(Data Opens)
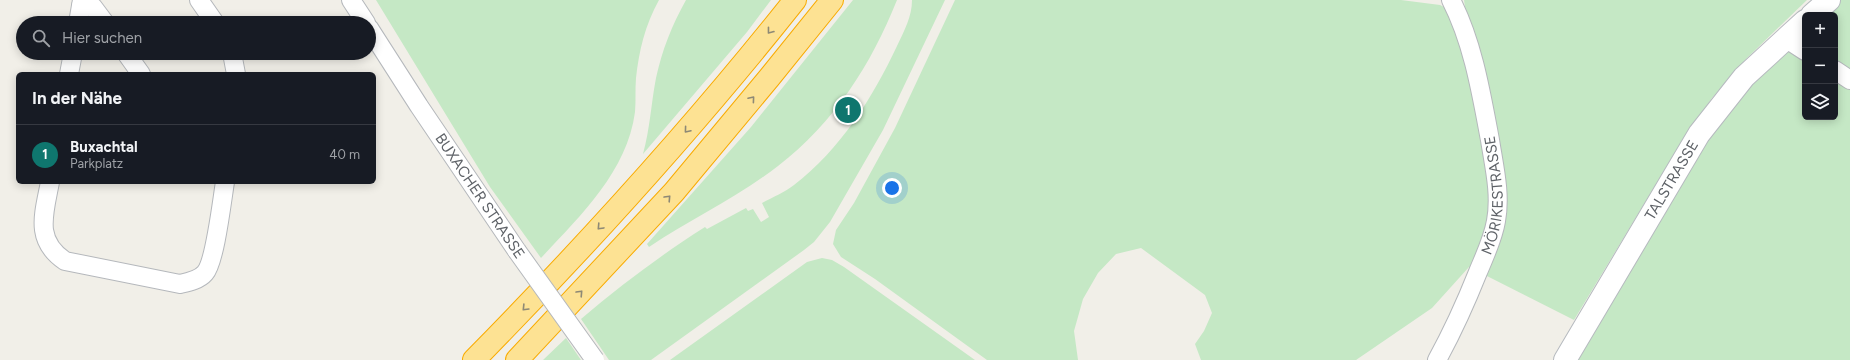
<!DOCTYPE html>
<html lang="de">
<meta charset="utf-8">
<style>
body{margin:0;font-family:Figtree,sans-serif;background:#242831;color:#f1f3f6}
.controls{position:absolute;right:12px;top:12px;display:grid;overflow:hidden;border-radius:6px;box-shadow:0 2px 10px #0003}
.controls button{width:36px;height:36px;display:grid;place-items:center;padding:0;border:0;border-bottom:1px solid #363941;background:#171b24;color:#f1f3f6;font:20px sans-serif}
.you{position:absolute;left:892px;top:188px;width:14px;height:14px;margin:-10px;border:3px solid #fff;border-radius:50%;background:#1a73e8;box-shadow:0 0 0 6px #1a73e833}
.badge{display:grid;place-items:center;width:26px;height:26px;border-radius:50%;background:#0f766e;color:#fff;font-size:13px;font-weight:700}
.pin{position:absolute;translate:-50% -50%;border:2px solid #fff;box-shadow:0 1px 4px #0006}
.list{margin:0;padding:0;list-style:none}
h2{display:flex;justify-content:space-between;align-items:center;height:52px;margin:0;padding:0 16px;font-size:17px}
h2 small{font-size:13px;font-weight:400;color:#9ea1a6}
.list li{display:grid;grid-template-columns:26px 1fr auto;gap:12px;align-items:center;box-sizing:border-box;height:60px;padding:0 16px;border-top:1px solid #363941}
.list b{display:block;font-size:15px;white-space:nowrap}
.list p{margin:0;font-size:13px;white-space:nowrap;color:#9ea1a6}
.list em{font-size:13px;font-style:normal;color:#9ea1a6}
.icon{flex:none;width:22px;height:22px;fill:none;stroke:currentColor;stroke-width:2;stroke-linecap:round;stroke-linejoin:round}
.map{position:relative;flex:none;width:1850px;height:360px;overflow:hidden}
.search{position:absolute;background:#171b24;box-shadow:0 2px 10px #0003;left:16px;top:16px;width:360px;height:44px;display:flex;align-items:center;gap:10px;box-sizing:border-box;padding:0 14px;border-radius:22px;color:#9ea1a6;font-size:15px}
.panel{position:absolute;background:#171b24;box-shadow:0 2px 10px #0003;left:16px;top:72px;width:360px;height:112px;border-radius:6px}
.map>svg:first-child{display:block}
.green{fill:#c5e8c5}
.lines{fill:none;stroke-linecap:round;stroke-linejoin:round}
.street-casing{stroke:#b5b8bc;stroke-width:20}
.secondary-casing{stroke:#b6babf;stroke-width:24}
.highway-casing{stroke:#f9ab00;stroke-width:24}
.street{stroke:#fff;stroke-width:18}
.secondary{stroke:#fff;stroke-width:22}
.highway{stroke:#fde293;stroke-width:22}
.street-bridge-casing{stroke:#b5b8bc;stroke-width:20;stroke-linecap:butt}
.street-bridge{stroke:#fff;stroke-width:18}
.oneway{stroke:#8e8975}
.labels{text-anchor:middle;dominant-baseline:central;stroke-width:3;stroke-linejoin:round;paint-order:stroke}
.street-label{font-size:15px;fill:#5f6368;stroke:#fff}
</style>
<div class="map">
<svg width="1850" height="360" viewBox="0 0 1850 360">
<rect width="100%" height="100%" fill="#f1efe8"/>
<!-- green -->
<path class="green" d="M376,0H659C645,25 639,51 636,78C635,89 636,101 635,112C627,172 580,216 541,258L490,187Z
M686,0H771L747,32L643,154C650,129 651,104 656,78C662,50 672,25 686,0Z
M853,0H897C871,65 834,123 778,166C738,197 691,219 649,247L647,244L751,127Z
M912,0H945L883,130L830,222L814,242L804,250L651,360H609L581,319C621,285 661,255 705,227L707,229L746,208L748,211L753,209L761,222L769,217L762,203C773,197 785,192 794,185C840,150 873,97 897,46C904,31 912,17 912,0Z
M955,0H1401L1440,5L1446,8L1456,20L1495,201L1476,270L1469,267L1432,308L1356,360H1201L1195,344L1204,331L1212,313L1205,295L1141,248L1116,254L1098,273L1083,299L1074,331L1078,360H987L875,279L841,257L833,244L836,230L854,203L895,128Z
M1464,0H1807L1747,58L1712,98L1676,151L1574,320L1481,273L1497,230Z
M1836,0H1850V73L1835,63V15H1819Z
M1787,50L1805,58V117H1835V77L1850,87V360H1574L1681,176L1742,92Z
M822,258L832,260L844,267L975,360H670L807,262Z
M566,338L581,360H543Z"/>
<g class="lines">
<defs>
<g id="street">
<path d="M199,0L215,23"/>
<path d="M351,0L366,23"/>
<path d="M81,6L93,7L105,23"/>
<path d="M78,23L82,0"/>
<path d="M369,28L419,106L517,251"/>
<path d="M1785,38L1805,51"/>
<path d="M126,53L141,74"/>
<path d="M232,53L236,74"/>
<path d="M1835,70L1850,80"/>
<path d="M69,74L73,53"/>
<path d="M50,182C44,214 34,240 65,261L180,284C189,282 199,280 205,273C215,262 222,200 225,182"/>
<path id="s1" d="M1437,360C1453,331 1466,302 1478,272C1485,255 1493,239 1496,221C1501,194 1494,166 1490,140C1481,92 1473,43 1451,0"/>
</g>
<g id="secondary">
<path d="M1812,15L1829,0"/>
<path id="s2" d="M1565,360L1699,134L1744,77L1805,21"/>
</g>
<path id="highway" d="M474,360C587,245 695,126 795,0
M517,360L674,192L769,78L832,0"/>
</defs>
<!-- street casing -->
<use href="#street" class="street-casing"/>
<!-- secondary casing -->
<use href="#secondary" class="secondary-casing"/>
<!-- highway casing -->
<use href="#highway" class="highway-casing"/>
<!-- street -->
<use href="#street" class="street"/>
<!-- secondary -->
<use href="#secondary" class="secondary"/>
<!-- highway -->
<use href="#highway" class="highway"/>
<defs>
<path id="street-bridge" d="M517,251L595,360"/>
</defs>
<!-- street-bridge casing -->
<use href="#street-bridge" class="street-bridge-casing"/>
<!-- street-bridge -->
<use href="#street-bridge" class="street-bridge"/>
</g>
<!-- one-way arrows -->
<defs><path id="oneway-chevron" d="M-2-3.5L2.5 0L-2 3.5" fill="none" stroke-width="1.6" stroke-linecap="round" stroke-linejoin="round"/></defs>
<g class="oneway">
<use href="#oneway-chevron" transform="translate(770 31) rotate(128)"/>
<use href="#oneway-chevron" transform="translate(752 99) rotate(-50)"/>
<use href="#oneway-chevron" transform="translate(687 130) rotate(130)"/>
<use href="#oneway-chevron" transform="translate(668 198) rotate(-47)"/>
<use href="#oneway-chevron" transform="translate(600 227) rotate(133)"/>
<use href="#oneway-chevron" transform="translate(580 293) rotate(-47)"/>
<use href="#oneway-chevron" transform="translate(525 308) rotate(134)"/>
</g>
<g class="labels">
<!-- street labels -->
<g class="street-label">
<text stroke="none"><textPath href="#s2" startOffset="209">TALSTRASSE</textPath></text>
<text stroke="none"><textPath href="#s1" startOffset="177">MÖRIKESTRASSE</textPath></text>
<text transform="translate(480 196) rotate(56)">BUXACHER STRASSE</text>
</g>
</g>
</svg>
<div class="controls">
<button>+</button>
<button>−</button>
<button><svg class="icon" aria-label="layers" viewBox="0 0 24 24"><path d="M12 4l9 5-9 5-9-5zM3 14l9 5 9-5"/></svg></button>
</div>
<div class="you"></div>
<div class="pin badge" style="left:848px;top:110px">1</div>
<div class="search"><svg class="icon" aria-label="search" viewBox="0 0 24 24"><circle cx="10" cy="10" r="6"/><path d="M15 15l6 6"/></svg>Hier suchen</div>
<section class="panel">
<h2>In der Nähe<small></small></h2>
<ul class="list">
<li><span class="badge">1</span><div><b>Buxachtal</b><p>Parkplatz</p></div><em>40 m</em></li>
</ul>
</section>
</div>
(Data Closes)
(Data Opens)
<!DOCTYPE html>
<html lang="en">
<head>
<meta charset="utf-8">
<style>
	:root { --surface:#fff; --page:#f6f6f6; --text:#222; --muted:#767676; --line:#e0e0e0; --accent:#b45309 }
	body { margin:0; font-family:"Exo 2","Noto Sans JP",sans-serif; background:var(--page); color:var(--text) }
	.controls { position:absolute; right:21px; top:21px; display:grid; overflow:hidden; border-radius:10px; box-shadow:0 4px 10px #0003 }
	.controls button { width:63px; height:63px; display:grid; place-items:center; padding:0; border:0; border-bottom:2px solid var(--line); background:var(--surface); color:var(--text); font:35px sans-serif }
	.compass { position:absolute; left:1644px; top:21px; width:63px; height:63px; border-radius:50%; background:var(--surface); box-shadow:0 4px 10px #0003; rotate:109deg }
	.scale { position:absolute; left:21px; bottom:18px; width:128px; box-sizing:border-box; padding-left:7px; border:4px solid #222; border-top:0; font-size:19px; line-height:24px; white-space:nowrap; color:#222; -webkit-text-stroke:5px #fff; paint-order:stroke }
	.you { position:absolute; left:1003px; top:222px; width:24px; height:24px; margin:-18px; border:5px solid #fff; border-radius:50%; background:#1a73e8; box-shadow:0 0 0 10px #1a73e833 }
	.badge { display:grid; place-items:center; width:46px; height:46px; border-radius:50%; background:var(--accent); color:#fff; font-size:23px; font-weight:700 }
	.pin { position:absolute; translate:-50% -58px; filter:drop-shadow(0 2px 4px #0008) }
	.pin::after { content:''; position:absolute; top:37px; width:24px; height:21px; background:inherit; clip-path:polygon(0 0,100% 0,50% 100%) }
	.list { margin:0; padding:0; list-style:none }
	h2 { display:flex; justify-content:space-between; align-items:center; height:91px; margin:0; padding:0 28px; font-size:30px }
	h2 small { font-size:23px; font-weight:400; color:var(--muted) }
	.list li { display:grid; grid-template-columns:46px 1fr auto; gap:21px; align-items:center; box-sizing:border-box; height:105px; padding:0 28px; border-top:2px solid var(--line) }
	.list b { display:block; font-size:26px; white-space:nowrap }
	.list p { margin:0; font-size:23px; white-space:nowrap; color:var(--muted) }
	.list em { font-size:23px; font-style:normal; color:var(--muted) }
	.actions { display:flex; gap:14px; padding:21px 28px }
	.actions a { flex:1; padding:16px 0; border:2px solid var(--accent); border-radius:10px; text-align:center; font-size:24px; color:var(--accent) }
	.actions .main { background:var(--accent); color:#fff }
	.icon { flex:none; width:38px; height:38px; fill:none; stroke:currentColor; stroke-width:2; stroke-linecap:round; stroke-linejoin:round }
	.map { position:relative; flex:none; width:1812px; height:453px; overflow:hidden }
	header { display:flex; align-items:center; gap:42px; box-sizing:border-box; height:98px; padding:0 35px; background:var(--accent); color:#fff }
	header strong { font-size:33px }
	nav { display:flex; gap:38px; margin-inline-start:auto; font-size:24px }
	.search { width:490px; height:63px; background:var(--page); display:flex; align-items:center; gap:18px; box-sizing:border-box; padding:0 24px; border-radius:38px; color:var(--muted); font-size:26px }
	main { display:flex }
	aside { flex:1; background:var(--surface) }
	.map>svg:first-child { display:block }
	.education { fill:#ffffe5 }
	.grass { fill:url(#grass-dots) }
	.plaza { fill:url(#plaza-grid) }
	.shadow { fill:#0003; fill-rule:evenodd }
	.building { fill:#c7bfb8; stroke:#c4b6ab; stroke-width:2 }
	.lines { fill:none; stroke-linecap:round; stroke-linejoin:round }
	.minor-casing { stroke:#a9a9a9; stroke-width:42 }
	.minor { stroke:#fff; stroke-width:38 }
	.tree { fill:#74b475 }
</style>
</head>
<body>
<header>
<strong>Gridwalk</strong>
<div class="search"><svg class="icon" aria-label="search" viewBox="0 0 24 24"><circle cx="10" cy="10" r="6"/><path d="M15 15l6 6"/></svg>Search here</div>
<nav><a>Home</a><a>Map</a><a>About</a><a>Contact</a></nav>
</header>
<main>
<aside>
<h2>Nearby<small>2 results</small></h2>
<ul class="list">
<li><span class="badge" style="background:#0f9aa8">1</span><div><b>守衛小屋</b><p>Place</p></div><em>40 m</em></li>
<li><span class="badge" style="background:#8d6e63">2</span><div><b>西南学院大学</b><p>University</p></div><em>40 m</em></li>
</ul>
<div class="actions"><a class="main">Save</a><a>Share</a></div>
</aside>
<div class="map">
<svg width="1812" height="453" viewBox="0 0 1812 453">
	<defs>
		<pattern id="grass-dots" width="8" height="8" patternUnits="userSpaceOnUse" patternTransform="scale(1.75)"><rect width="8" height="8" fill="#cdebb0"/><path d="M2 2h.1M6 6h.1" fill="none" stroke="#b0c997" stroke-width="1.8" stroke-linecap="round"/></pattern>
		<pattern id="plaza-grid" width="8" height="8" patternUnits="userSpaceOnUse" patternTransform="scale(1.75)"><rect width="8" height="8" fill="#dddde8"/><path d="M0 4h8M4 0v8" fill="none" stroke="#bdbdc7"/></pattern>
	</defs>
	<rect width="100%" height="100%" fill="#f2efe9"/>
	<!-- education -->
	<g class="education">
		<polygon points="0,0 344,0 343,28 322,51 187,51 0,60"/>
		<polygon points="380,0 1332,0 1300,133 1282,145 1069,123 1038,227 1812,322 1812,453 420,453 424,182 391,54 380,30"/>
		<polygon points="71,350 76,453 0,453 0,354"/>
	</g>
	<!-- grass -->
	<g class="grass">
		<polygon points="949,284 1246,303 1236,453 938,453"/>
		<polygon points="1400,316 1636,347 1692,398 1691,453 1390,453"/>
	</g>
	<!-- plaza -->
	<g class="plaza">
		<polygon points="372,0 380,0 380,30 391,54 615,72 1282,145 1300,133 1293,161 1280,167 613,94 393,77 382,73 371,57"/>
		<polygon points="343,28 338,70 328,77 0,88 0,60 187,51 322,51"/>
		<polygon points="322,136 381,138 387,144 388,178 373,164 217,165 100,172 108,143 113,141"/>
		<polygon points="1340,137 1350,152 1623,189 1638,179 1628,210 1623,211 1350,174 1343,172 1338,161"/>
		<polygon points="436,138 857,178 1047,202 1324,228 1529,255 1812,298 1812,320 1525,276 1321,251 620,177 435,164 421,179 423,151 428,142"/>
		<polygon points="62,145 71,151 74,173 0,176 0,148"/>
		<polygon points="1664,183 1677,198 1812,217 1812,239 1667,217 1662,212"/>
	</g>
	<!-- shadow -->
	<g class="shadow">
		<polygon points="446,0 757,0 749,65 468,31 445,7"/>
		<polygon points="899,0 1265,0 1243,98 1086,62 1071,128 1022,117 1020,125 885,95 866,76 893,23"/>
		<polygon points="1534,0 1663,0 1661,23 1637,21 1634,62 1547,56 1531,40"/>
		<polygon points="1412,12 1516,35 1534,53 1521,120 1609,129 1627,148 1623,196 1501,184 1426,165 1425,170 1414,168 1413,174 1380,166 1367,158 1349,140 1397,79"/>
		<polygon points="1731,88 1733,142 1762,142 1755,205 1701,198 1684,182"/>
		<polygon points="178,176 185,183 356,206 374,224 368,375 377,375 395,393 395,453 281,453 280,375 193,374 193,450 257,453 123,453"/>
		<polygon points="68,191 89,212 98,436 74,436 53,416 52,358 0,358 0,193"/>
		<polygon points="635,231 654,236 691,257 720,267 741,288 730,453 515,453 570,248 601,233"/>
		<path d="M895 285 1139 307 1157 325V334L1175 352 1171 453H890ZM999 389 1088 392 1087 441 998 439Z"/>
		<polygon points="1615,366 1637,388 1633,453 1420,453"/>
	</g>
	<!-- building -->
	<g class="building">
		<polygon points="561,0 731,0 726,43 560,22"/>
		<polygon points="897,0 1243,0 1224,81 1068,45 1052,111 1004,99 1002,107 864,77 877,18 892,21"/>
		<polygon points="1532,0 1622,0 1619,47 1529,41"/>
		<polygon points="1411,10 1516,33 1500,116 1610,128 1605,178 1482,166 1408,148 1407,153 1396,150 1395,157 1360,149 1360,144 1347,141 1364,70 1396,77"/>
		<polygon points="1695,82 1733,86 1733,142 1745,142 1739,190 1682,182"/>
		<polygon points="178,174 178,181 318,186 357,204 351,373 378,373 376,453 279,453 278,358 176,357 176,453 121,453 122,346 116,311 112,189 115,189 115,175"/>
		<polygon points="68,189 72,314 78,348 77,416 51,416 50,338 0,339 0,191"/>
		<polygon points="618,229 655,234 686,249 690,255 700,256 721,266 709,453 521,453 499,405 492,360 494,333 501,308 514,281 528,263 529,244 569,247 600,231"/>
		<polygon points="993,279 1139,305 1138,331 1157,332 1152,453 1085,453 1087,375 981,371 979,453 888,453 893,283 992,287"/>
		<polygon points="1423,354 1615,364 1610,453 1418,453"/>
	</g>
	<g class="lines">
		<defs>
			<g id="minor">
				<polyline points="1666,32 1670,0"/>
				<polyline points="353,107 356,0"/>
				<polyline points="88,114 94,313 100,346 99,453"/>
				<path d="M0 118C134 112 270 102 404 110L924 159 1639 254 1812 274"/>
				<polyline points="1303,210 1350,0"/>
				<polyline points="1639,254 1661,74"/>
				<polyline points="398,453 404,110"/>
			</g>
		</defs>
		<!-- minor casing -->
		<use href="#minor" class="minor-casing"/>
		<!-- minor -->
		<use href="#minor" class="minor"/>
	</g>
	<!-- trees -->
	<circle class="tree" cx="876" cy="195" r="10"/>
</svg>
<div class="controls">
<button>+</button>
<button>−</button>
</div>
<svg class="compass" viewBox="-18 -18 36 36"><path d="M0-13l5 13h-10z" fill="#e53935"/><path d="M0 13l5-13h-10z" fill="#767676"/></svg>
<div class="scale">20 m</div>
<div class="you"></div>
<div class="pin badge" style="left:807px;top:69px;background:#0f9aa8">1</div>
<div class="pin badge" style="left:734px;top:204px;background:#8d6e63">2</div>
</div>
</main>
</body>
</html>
(Data Closes)
**What is expected:**
Find how many lines in the entries above have the string "compass" and report only that number.

**Task response:**
2